Motivated by the fact that high bone mineral density (BMD) is a newly identified risk factor for osteoarthritis [43], we recently presented at the American Society for Bone and Mineral Research Scientific meetings (12–15 October 2012, Minneapolis, Minnesota, USA) a meta-analysis of the Osteoarthritis Initiative and Johnson County Osteoarthritis Project cohorts testing whether SNPs previously identified with BMD are also associated with osteoarthritis susceptibility. We identified five (of 56) SNPs nominally associated with osteoarthritis, with the high-BMD risk allele associated with greater osteoarthritis prevalence. Two of these were in the Wnt-signaling pathway, reinforcing the potential role of this pathway in osteoarthritis.
CONCLUSION
Genomic approaches directed toward unraveling the genetic underpinnings of osteoarthritis are moving forward in multiple directions. Several new large GWAS studies of radiographicaly confirmed osteoarthritis will soon become available, including from the Osteoarthritis Initiative, Johnson County Osteoarthritis Project, Genetics of Generalized Osteoarthritis, and Multicenter Osteoarthritis studies. Meta-analysis of these with the arcoGEN and other existing studies supported by the TREAT-Osteoarthritis Consortium will almost certainly lead to the identification of additional small effect size loci.

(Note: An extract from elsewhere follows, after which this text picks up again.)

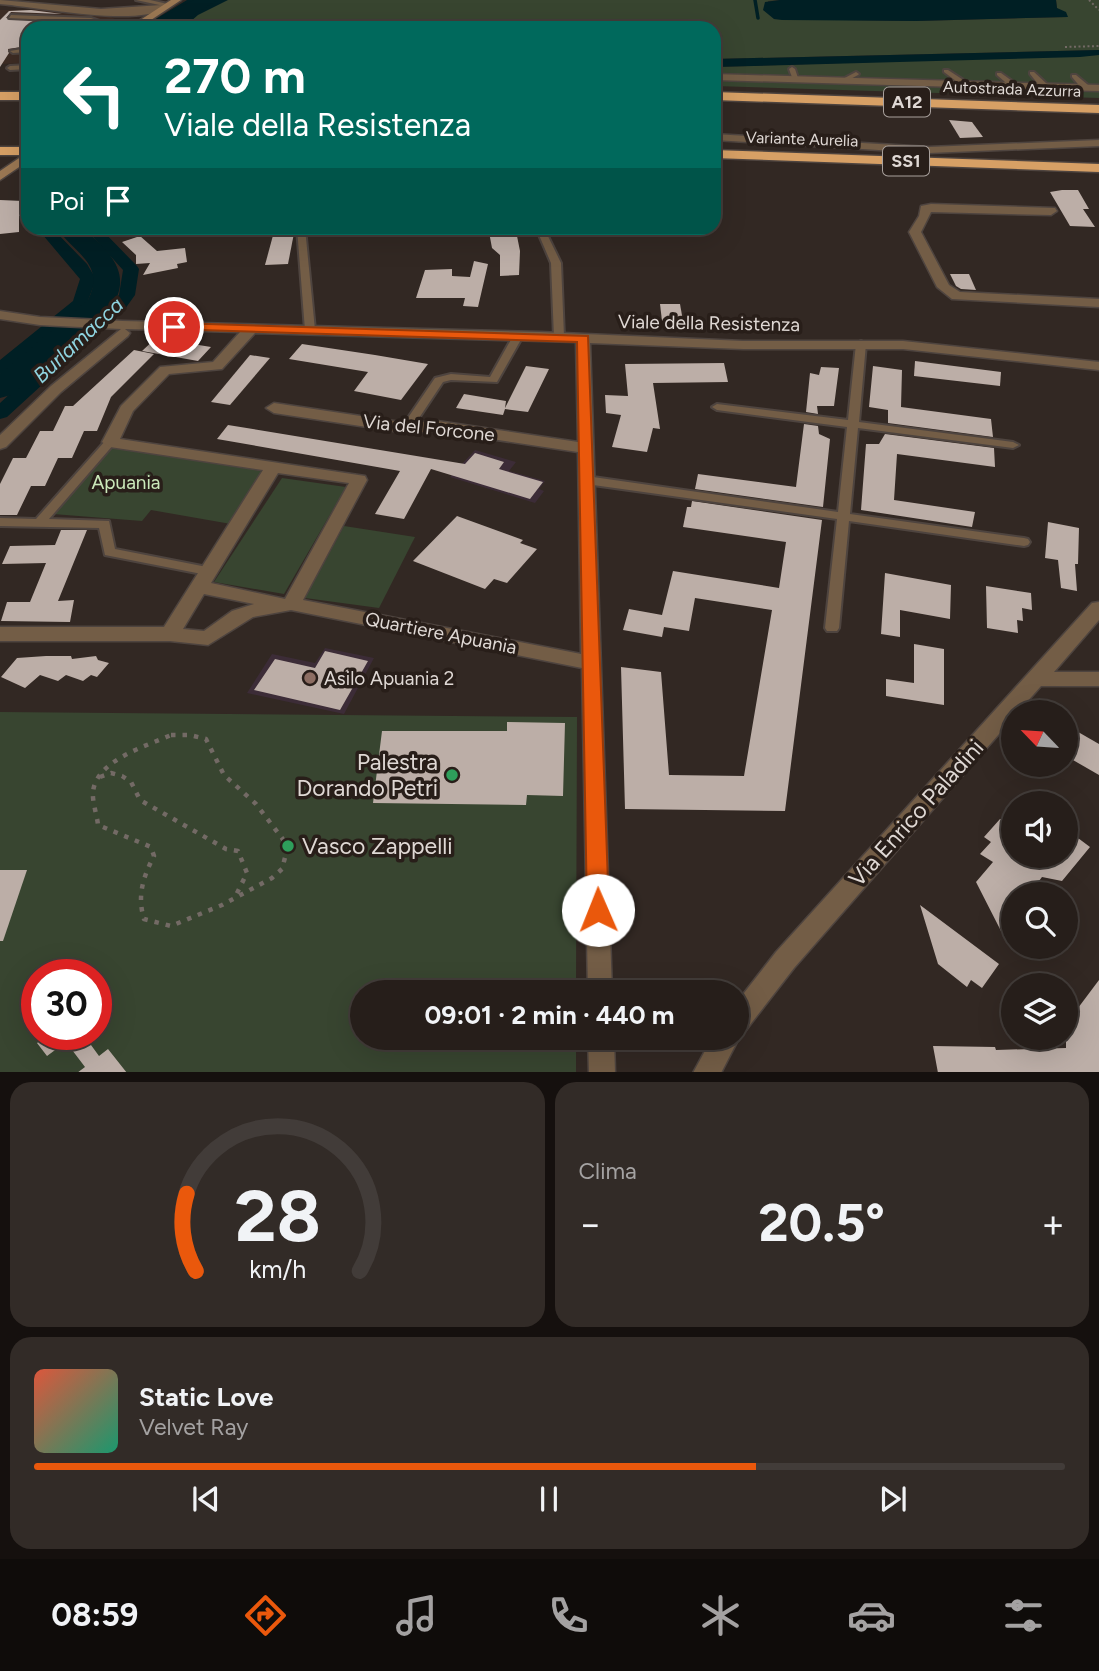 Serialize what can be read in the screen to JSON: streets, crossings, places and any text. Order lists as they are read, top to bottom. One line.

Beyond these and any additional studies that are already in the GWAS pipeline, it seems unlikely that additional samples of radiographically characterized osteoarthritis cases will materialize in sufficient number any time soon given the effort and expense required. However, recent availability of large clinically based biobanks, such as Vanderbilt’s BioVU or Kaiser Permanente’s Research Program on Genes, Environment and Health that link electronic medical records with biospecimens [44] may provide rich opportunities for assembling large numbers of cases with clinically based endpoints, such as joint replacement or pain.
KEY POINTS.
There is a strong genetic predisposition to osteoarthritis, particularly the endophenotypes assessed by imaging modalities.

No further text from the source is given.